Saved entries
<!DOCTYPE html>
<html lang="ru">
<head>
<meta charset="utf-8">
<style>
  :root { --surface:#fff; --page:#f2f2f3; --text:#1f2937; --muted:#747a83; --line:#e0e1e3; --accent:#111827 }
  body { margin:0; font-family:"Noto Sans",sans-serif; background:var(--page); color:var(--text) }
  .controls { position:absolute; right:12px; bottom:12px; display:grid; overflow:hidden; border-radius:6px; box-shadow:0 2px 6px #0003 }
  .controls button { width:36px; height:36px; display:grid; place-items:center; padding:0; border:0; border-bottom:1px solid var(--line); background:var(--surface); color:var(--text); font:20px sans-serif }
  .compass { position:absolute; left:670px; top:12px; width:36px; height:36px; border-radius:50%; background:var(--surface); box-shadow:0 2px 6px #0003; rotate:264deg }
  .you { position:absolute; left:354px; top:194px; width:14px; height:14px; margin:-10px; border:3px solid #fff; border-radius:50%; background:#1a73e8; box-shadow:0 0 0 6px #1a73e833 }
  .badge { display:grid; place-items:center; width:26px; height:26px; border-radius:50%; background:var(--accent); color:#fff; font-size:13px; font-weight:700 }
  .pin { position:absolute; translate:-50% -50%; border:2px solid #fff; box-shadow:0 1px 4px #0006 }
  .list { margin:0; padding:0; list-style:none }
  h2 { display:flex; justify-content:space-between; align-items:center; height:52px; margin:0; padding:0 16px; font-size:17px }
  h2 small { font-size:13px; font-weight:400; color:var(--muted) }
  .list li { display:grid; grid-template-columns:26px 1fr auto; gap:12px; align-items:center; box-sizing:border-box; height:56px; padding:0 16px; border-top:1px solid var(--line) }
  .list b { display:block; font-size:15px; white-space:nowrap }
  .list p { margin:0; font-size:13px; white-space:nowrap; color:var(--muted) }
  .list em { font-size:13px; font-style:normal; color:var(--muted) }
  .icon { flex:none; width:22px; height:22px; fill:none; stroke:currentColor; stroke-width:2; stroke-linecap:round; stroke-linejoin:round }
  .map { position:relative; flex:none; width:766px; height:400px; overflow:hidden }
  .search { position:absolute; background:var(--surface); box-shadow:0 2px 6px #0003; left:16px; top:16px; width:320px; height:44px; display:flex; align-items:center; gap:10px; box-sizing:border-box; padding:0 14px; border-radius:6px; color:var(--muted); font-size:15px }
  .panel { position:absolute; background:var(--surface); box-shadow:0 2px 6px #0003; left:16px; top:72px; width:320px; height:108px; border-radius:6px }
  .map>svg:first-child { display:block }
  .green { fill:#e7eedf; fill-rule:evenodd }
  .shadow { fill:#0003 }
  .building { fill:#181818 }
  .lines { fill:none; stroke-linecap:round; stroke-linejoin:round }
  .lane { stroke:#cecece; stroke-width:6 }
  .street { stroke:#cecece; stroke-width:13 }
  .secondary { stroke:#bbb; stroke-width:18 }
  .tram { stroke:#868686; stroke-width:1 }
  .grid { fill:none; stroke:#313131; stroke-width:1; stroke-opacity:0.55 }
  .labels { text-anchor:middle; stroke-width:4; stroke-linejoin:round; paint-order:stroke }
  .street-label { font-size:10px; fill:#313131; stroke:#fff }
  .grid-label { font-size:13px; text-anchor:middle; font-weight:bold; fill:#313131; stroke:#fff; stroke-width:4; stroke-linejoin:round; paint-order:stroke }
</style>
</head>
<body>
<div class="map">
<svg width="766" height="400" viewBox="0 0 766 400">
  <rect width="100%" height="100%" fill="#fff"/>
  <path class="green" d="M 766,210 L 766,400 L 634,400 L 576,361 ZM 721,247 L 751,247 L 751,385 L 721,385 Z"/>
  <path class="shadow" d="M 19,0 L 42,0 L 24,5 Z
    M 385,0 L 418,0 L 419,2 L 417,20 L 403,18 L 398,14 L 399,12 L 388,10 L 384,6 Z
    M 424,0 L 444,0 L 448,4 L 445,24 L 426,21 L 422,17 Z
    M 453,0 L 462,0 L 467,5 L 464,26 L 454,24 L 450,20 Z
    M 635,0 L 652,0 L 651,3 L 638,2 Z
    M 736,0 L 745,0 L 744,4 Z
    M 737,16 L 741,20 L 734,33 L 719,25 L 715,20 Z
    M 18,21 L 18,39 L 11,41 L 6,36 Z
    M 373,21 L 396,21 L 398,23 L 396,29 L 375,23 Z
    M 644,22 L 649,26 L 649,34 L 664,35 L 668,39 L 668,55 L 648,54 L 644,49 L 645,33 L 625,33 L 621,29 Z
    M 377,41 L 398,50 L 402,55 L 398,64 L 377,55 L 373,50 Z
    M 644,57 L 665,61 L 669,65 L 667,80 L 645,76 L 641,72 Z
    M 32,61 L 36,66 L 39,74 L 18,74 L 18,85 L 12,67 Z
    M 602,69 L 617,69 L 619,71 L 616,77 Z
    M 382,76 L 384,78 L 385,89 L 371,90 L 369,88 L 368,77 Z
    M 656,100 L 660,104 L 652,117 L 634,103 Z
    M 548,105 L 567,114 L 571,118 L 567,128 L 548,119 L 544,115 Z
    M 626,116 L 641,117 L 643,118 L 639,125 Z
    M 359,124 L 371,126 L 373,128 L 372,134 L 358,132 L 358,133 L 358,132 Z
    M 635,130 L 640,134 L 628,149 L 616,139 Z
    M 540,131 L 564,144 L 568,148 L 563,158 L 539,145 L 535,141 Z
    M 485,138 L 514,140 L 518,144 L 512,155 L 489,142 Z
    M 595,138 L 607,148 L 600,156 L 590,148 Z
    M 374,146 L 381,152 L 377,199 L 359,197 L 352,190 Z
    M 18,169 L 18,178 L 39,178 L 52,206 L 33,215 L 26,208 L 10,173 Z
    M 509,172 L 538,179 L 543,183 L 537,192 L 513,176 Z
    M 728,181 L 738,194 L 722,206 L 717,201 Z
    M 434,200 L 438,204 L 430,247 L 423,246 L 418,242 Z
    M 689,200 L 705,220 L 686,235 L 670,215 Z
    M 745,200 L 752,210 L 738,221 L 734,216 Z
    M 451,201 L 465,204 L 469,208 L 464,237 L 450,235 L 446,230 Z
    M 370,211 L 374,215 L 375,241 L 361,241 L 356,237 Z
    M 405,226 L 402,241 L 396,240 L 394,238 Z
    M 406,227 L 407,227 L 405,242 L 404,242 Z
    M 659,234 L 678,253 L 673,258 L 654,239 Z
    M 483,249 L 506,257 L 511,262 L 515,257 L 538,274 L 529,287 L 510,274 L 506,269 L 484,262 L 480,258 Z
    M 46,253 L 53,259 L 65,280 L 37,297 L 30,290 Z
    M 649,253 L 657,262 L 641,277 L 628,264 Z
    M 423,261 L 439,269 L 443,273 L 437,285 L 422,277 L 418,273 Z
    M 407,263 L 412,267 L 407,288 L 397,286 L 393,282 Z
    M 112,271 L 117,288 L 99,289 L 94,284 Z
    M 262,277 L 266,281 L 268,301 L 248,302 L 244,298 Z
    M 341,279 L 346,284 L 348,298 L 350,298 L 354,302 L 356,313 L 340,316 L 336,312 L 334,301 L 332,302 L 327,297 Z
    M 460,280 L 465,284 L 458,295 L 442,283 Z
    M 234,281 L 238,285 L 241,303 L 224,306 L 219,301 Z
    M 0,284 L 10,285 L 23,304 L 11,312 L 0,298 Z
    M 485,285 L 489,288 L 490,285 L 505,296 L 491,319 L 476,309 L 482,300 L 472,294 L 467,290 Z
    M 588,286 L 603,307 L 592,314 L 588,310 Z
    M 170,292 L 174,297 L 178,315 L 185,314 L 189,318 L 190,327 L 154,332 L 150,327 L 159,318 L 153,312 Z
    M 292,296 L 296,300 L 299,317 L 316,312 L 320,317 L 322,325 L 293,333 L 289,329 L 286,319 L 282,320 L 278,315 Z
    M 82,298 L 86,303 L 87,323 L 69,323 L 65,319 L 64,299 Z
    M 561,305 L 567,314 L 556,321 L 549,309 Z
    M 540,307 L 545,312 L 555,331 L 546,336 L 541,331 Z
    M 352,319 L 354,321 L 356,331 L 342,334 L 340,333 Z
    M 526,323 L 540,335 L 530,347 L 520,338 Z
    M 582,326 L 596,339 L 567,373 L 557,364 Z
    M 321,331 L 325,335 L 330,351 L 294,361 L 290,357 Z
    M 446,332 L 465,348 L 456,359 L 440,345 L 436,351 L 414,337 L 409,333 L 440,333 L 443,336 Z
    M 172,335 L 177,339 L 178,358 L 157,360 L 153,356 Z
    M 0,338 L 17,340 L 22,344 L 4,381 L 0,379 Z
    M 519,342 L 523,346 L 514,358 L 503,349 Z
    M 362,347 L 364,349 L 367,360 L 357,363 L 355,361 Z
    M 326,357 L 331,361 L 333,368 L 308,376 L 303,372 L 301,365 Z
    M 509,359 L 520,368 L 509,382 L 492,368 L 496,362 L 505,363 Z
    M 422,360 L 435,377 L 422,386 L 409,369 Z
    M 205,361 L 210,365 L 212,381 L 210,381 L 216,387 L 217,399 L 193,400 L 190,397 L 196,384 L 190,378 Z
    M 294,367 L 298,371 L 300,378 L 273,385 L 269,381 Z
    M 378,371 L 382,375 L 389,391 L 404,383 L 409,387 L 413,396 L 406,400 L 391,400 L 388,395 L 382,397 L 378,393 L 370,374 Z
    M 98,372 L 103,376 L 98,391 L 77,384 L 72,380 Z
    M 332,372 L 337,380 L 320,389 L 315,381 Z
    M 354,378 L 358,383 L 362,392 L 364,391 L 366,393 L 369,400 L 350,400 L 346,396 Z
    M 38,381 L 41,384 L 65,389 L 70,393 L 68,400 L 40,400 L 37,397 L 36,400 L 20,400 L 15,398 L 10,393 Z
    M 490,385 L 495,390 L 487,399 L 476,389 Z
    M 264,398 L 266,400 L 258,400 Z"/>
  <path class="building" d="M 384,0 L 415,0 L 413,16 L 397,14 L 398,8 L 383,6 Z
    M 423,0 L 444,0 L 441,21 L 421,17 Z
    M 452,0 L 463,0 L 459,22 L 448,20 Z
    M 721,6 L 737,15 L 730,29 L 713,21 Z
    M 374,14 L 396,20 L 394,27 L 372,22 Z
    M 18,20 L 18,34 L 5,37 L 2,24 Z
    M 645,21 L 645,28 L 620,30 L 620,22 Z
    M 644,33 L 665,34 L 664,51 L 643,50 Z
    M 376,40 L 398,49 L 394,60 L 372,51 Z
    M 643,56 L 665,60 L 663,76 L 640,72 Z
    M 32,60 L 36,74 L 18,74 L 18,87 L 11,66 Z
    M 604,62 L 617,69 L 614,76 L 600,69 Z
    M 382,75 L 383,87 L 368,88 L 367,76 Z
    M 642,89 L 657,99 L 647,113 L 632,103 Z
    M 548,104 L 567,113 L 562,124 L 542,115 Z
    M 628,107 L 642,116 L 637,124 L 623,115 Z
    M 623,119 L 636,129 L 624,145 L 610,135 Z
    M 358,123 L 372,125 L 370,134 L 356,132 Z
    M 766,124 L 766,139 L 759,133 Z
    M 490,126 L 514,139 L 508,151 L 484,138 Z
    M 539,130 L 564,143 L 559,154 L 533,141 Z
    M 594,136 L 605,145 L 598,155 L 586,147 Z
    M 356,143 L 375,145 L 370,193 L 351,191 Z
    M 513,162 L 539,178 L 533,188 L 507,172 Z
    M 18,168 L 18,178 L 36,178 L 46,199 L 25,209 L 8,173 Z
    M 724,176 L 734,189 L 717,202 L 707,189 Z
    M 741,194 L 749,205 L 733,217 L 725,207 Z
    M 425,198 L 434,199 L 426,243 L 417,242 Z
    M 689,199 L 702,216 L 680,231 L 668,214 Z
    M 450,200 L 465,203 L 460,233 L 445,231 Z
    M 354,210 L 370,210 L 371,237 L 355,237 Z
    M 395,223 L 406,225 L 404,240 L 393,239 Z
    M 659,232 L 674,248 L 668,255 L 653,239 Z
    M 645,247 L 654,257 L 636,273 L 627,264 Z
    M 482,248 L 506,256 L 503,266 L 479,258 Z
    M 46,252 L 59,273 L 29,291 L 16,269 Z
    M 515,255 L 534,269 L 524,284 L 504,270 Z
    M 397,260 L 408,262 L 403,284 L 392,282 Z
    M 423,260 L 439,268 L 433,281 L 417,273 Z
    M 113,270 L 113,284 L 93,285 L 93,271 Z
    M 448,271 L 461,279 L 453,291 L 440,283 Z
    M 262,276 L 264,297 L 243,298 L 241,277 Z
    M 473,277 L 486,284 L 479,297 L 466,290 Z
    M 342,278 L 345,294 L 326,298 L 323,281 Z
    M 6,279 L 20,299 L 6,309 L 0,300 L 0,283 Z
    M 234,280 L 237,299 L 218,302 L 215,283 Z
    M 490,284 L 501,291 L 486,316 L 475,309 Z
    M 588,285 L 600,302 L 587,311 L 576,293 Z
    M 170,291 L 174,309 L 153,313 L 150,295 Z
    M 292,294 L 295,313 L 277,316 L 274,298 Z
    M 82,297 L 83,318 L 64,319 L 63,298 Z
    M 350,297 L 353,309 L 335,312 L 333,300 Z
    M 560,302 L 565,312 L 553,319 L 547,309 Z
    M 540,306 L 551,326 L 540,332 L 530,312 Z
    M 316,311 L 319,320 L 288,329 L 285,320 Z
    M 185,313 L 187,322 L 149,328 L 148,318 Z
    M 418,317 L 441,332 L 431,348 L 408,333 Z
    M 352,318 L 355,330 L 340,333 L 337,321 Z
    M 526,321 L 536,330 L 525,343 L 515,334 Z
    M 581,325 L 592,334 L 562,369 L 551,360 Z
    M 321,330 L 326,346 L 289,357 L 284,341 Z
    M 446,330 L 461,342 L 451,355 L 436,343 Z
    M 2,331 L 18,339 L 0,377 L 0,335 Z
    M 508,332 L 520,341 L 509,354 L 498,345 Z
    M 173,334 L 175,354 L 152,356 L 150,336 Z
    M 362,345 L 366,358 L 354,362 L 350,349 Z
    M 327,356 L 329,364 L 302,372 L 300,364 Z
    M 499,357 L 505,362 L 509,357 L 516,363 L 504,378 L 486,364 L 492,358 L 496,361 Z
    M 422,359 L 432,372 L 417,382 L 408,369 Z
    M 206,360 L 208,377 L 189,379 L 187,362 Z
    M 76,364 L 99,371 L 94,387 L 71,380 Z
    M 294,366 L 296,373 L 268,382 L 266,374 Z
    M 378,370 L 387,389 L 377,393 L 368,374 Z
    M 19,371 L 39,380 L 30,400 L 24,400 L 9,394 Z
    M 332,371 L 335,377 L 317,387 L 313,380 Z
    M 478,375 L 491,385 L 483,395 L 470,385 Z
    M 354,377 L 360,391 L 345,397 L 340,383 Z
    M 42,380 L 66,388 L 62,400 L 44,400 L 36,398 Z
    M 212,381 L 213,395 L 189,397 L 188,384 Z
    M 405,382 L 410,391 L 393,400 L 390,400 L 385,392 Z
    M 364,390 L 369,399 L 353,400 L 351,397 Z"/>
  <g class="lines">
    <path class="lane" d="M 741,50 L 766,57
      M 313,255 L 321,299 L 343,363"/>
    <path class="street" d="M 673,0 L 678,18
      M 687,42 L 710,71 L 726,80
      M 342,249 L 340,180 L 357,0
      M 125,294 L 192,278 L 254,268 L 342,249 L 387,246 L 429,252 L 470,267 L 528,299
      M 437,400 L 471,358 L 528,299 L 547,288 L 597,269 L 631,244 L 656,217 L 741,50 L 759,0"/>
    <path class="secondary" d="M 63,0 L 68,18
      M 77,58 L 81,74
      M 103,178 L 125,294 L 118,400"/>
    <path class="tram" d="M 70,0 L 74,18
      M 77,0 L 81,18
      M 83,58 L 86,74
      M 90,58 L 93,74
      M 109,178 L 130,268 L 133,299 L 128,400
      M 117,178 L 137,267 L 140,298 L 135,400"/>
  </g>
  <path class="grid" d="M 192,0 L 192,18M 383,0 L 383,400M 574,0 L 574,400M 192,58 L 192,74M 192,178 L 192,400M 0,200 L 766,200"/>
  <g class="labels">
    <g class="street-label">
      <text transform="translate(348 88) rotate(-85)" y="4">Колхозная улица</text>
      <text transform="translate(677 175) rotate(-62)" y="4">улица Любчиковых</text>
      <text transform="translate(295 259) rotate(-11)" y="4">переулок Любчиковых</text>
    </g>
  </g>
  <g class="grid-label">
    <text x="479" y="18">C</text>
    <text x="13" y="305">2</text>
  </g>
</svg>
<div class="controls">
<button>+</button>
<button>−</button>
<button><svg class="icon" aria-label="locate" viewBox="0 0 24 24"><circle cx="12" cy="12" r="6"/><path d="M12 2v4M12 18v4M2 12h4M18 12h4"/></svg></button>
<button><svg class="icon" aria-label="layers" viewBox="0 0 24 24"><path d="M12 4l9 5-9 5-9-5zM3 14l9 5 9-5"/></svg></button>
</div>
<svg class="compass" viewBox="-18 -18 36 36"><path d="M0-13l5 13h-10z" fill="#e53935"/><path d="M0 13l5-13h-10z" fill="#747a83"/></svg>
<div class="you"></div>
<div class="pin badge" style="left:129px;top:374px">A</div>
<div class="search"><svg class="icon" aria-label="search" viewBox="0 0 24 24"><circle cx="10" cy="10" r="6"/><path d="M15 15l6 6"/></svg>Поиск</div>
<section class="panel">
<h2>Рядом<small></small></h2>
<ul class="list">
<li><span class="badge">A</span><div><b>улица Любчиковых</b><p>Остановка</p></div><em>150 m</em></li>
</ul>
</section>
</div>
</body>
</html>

*Task prompt*
Taking the records above line by line, count those that hold the word "white"; the number is the entire answer.

*Answer space*
2